What you have to do: Retype every entry word for word.
─── Exercise input
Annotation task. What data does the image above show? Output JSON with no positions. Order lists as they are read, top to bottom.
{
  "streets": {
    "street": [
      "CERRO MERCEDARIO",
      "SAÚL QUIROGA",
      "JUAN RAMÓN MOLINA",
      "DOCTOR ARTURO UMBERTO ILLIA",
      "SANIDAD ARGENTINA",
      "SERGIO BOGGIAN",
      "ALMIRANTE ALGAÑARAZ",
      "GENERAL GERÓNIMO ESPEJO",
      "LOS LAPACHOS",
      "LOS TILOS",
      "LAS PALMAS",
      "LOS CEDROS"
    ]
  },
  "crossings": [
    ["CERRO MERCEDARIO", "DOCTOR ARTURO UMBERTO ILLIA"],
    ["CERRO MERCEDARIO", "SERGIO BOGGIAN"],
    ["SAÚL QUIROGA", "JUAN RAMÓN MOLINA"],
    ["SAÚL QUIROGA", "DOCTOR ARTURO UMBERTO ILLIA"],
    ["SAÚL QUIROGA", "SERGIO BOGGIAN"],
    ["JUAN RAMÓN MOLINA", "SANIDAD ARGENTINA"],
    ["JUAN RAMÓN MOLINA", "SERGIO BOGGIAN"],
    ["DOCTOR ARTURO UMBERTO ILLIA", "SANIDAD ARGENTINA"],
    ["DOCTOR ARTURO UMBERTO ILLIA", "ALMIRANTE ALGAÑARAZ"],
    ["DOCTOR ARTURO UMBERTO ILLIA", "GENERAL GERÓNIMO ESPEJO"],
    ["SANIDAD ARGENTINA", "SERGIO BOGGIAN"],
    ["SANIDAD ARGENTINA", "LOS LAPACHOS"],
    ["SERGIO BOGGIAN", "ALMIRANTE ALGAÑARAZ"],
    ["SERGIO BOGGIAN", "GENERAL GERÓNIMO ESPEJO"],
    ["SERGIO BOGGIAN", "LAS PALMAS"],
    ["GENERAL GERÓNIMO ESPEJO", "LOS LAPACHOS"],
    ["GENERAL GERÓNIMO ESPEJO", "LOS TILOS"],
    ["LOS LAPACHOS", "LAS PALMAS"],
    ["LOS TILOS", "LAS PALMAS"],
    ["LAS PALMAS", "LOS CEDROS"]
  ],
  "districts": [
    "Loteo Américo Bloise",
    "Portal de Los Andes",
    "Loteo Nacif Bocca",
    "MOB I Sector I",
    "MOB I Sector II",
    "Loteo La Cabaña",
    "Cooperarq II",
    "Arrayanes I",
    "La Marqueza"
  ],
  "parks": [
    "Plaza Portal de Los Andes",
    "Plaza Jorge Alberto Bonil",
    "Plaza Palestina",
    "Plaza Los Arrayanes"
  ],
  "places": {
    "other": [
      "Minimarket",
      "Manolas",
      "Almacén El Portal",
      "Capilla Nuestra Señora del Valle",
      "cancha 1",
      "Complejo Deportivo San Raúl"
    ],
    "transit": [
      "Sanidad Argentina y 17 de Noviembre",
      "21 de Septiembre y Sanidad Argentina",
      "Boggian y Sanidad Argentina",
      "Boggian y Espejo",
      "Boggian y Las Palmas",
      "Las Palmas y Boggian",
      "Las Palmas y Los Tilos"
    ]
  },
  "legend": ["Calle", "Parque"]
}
──────
Solution below:
Annotation task. What data does the image above show? Output JSON with no positions. Order lists as they are read, top to bottom.
{
  "streets": {
    "street": [
      "CERRO MERCEDARIO",
      "SAÚL QUIROGA",
      "JUAN RAMÓN MOLINA",
      "DOCTOR ARTURO UMBERTO ILLIA",
      "SANIDAD ARGENTINA",
      "SERGIO BOGGIAN",
      "ALMIRANTE ALGAÑARAZ",
      "GENERAL GERÓNIMO ESPEJO",
      "LOS LAPACHOS",
      "LOS TILOS",
      "LAS PALMAS",
      "LOS CEDROS"
    ]
  },
  "crossings": [
    ["CERRO MERCEDARIO", "DOCTOR ARTURO UMBERTO ILLIA"],
    ["CERRO MERCEDARIO", "SERGIO BOGGIAN"],
    ["SAÚL QUIROGA", "JUAN RAMÓN MOLINA"],
    ["SAÚL QUIROGA", "DOCTOR ARTURO UMBERTO ILLIA"],
    ["SAÚL QUIROGA", "SERGIO BOGGIAN"],
    ["JUAN RAMÓN MOLINA", "SANIDAD ARGENTINA"],
    ["JUAN RAMÓN MOLINA", "SERGIO BOGGIAN"],
    ["DOCTOR ARTURO UMBERTO ILLIA", "SANIDAD ARGENTINA"],
    ["DOCTOR ARTURO UMBERTO ILLIA", "ALMIRANTE ALGAÑARAZ"],
    ["DOCTOR ARTURO UMBERTO ILLIA", "GENERAL GERÓNIMO ESPEJO"],
    ["SANIDAD ARGENTINA", "SERGIO BOGGIAN"],
    ["SANIDAD ARGENTINA", "LOS LAPACHOS"],
    ["SERGIO BOGGIAN", "ALMIRANTE ALGAÑARAZ"],
    ["SERGIO BOGGIAN", "GENERAL GERÓNIMO ESPEJO"],
    ["SERGIO BOGGIAN", "LAS PALMAS"],
    ["GENERAL GERÓNIMO ESPEJO", "LOS LAPACHOS"],
    ["GENERAL GERÓNIMO ESPEJO", "LOS TILOS"],
    ["LOS LAPACHOS", "LAS PALMAS"],
    ["LOS TILOS", "LAS PALMAS"],
    ["LAS PALMAS", "LOS CEDROS"]
  ],
  "districts": [
    "Loteo Américo Bloise",
    "Portal de Los Andes",
    "Loteo Nacif Bocca",
    "MOB I Sector I",
    "MOB I Sector II",
    "Loteo La Cabaña",
    "Cooperarq II",
    "Arrayanes I",
    "La Marqueza"
  ],
  "parks": [
    "Plaza Portal de Los Andes",
    "Plaza Jorge Alberto Bonil",
    "Plaza Palestina",
    "Plaza Los Arrayanes"
  ],
  "places": {
    "other": [
      "Minimarket",
      "Manolas",
      "Almacén El Portal",
      "Capilla Nuestra Señora del Valle",
      "cancha 1",
      "Complejo Deportivo San Raúl"
    ],
    "transit": [
      "Sanidad Argentina y 17 de Noviembre",
      "21 de Septiembre y Sanidad Argentina",
      "Boggian y Sanidad Argentina",
      "Boggian y Espejo",
      "Boggian y Las Palmas",
      "Las Palmas y Boggian",
      "Las Palmas y Los Tilos"
    ]
  },
  "legend": ["Calle", "Parque"]
}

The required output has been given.